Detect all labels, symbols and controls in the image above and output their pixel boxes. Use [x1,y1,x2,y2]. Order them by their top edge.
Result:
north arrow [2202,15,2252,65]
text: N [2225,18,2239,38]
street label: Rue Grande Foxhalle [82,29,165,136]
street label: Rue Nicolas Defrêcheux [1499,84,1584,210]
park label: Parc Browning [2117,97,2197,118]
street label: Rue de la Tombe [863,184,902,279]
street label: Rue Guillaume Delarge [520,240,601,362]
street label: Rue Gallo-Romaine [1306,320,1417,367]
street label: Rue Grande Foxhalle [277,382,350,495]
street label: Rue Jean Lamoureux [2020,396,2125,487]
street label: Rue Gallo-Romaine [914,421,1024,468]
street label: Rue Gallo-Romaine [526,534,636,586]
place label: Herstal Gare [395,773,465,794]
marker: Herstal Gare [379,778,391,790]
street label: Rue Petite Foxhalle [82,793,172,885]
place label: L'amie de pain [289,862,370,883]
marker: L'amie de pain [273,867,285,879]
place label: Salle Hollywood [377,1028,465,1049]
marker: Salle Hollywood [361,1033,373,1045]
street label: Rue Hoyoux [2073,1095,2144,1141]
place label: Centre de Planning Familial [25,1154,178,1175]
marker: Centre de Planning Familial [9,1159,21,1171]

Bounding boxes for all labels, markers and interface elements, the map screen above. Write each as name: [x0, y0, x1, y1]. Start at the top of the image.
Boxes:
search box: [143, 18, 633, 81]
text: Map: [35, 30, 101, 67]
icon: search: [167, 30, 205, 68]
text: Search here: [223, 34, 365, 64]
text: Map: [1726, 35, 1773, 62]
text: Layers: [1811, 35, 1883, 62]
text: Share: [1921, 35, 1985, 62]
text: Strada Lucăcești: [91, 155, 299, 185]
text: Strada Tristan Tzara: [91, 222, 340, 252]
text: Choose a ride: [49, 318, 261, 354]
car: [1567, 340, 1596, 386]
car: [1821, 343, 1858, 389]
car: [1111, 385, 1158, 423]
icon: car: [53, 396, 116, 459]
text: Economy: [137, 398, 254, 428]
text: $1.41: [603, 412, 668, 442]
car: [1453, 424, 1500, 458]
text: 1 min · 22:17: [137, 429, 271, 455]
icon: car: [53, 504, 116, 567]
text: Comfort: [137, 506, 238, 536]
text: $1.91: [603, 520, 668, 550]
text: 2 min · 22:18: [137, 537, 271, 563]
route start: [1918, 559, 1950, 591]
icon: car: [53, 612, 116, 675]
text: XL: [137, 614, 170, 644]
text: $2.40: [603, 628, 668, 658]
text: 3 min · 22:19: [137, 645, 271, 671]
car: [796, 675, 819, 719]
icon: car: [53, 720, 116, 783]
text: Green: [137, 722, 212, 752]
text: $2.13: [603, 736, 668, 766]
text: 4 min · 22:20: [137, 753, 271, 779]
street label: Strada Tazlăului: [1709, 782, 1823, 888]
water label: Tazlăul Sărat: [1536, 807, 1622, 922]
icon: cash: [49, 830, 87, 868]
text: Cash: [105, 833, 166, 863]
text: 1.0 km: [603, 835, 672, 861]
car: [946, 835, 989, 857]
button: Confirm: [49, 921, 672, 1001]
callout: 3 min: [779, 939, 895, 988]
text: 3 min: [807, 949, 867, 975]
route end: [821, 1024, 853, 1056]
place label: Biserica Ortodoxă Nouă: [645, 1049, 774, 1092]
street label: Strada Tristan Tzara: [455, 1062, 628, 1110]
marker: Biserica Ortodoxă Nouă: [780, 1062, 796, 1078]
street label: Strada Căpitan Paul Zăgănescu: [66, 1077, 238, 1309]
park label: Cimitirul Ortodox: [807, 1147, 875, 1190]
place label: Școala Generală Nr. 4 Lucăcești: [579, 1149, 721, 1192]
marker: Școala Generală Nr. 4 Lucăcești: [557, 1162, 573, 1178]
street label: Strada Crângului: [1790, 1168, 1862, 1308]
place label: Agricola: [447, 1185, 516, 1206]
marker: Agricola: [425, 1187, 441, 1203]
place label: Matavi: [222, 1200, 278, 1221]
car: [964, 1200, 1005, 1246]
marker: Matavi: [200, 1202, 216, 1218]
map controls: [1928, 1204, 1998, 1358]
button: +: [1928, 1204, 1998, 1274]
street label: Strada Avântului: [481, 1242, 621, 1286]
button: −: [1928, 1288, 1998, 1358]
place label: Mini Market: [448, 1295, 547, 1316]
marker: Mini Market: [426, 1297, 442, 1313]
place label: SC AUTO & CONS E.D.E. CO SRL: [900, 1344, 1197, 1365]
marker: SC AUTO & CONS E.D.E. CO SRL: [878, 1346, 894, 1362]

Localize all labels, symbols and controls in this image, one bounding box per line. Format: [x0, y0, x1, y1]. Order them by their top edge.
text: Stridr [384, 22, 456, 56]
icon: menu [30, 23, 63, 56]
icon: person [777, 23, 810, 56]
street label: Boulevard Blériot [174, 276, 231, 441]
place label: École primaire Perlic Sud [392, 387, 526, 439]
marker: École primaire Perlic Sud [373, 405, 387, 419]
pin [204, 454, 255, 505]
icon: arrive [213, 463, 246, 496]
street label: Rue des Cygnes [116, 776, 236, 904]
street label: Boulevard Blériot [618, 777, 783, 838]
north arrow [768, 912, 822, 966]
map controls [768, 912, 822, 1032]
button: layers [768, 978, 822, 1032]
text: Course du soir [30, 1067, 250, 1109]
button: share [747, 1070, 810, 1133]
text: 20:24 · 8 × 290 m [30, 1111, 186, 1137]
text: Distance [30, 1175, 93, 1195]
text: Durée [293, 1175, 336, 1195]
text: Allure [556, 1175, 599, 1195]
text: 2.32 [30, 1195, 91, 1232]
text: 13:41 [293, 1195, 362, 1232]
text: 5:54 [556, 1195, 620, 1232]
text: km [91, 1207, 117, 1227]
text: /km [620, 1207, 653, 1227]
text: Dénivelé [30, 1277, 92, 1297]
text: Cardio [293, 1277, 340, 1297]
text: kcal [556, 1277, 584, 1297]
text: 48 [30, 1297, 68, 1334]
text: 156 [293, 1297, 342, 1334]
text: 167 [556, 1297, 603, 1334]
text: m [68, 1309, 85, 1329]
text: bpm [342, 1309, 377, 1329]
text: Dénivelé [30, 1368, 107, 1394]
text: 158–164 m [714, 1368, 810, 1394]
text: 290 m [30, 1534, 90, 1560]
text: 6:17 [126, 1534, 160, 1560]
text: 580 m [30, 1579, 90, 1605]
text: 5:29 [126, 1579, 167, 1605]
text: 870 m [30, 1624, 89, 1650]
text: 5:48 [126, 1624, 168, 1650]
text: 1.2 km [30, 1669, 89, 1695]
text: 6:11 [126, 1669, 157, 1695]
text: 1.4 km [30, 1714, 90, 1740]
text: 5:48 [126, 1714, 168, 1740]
★ ★ ★ ★ ★ ★ ★
* [TRY IT]
Reproduce the whole listing above exactly.

* [ANSWER AREA]
Detect all labels, symbols and controls in the image above and output their pixel boxes. Use [x1,y1,x2,y2]. Order them by their top edge.
Result:
north arrow [2202,15,2252,65]
text: N [2225,18,2239,38]
street label: Rue Grande Foxhalle [82,29,165,136]
street label: Rue Nicolas Defrêcheux [1499,84,1584,210]
park label: Parc Browning [2117,97,2197,118]
street label: Rue de la Tombe [863,184,902,279]
street label: Rue Guillaume Delarge [520,240,601,362]
street label: Rue Gallo-Romaine [1306,320,1417,367]
street label: Rue Grande Foxhalle [277,382,350,495]
street label: Rue Jean Lamoureux [2020,396,2125,487]
street label: Rue Gallo-Romaine [914,421,1024,468]
street label: Rue Gallo-Romaine [526,534,636,586]
place label: Herstal Gare [395,773,465,794]
marker: Herstal Gare [379,778,391,790]
street label: Rue Petite Foxhalle [82,793,172,885]
place label: L'amie de pain [289,862,370,883]
marker: L'amie de pain [273,867,285,879]
place label: Salle Hollywood [377,1028,465,1049]
marker: Salle Hollywood [361,1033,373,1045]
street label: Rue Hoyoux [2073,1095,2144,1141]
place label: Centre de Planning Familial [25,1154,178,1175]
marker: Centre de Planning Familial [9,1159,21,1171]

Bounding boxes for all labels, markers and interface elements, the map screen above. Write each as name: [x0, y0, x1, y1]. Start at the top of the image.
Boxes:
search box: [143, 18, 633, 81]
text: Map: [35, 30, 101, 67]
icon: search: [167, 30, 205, 68]
text: Search here: [223, 34, 365, 64]
text: Map: [1726, 35, 1773, 62]
text: Layers: [1811, 35, 1883, 62]
text: Share: [1921, 35, 1985, 62]
text: Strada Lucăcești: [91, 155, 299, 185]
text: Strada Tristan Tzara: [91, 222, 340, 252]
text: Choose a ride: [49, 318, 261, 354]
car: [1567, 340, 1596, 386]
car: [1821, 343, 1858, 389]
car: [1111, 385, 1158, 423]
icon: car: [53, 396, 116, 459]
text: Economy: [137, 398, 254, 428]
text: $1.41: [603, 412, 668, 442]
car: [1453, 424, 1500, 458]
text: 1 min · 22:17: [137, 429, 271, 455]
icon: car: [53, 504, 116, 567]
text: Comfort: [137, 506, 238, 536]
text: $1.91: [603, 520, 668, 550]
text: 2 min · 22:18: [137, 537, 271, 563]
route start: [1918, 559, 1950, 591]
icon: car: [53, 612, 116, 675]
text: XL: [137, 614, 170, 644]
text: $2.40: [603, 628, 668, 658]
text: 3 min · 22:19: [137, 645, 271, 671]
car: [796, 675, 819, 719]
icon: car: [53, 720, 116, 783]
text: Green: [137, 722, 212, 752]
text: $2.13: [603, 736, 668, 766]
text: 4 min · 22:20: [137, 753, 271, 779]
street label: Strada Tazlăului: [1709, 782, 1823, 888]
water label: Tazlăul Sărat: [1536, 807, 1622, 922]
icon: cash: [49, 830, 87, 868]
text: Cash: [105, 833, 166, 863]
text: 1.0 km: [603, 835, 672, 861]
car: [946, 835, 989, 857]
button: Confirm: [49, 921, 672, 1001]
callout: 3 min: [779, 939, 895, 988]
text: 3 min: [807, 949, 867, 975]
route end: [821, 1024, 853, 1056]
place label: Biserica Ortodoxă Nouă: [645, 1049, 774, 1092]
street label: Strada Tristan Tzara: [455, 1062, 628, 1110]
marker: Biserica Ortodoxă Nouă: [780, 1062, 796, 1078]
street label: Strada Căpitan Paul Zăgănescu: [66, 1077, 238, 1309]
park label: Cimitirul Ortodox: [807, 1147, 875, 1190]
place label: Școala Generală Nr. 4 Lucăcești: [579, 1149, 721, 1192]
marker: Școala Generală Nr. 4 Lucăcești: [557, 1162, 573, 1178]
street label: Strada Crângului: [1790, 1168, 1862, 1308]
place label: Agricola: [447, 1185, 516, 1206]
marker: Agricola: [425, 1187, 441, 1203]
place label: Matavi: [222, 1200, 278, 1221]
car: [964, 1200, 1005, 1246]
marker: Matavi: [200, 1202, 216, 1218]
map controls: [1928, 1204, 1998, 1358]
button: +: [1928, 1204, 1998, 1274]
street label: Strada Avântului: [481, 1242, 621, 1286]
button: −: [1928, 1288, 1998, 1358]
place label: Mini Market: [448, 1295, 547, 1316]
marker: Mini Market: [426, 1297, 442, 1313]
place label: SC AUTO & CONS E.D.E. CO SRL: [900, 1344, 1197, 1365]
marker: SC AUTO & CONS E.D.E. CO SRL: [878, 1346, 894, 1362]

Localize all labels, symbols and controls in this image, one bounding box per line. Format: [x0, y0, x1, y1]. Order them by their top edge.
text: Stridr [384, 22, 456, 56]
icon: menu [30, 23, 63, 56]
icon: person [777, 23, 810, 56]
street label: Boulevard Blériot [174, 276, 231, 441]
place label: École primaire Perlic Sud [392, 387, 526, 439]
marker: École primaire Perlic Sud [373, 405, 387, 419]
pin [204, 454, 255, 505]
icon: arrive [213, 463, 246, 496]
street label: Rue des Cygnes [116, 776, 236, 904]
street label: Boulevard Blériot [618, 777, 783, 838]
north arrow [768, 912, 822, 966]
map controls [768, 912, 822, 1032]
button: layers [768, 978, 822, 1032]
text: Course du soir [30, 1067, 250, 1109]
button: share [747, 1070, 810, 1133]
text: 20:24 · 8 × 290 m [30, 1111, 186, 1137]
text: Distance [30, 1175, 93, 1195]
text: Durée [293, 1175, 336, 1195]
text: Allure [556, 1175, 599, 1195]
text: 2.32 [30, 1195, 91, 1232]
text: 13:41 [293, 1195, 362, 1232]
text: 5:54 [556, 1195, 620, 1232]
text: km [91, 1207, 117, 1227]
text: /km [620, 1207, 653, 1227]
text: Dénivelé [30, 1277, 92, 1297]
text: Cardio [293, 1277, 340, 1297]
text: kcal [556, 1277, 584, 1297]
text: 48 [30, 1297, 68, 1334]
text: 156 [293, 1297, 342, 1334]
text: 167 [556, 1297, 603, 1334]
text: m [68, 1309, 85, 1329]
text: bpm [342, 1309, 377, 1329]
text: Dénivelé [30, 1368, 107, 1394]
text: 158–164 m [714, 1368, 810, 1394]
text: 290 m [30, 1534, 90, 1560]
text: 6:17 [126, 1534, 160, 1560]
text: 580 m [30, 1579, 90, 1605]
text: 5:29 [126, 1579, 167, 1605]
text: 870 m [30, 1624, 89, 1650]
text: 5:48 [126, 1624, 168, 1650]
text: 1.2 km [30, 1669, 89, 1695]
text: 6:11 [126, 1669, 157, 1695]
text: 1.4 km [30, 1714, 90, 1740]
text: 5:48 [126, 1714, 168, 1740]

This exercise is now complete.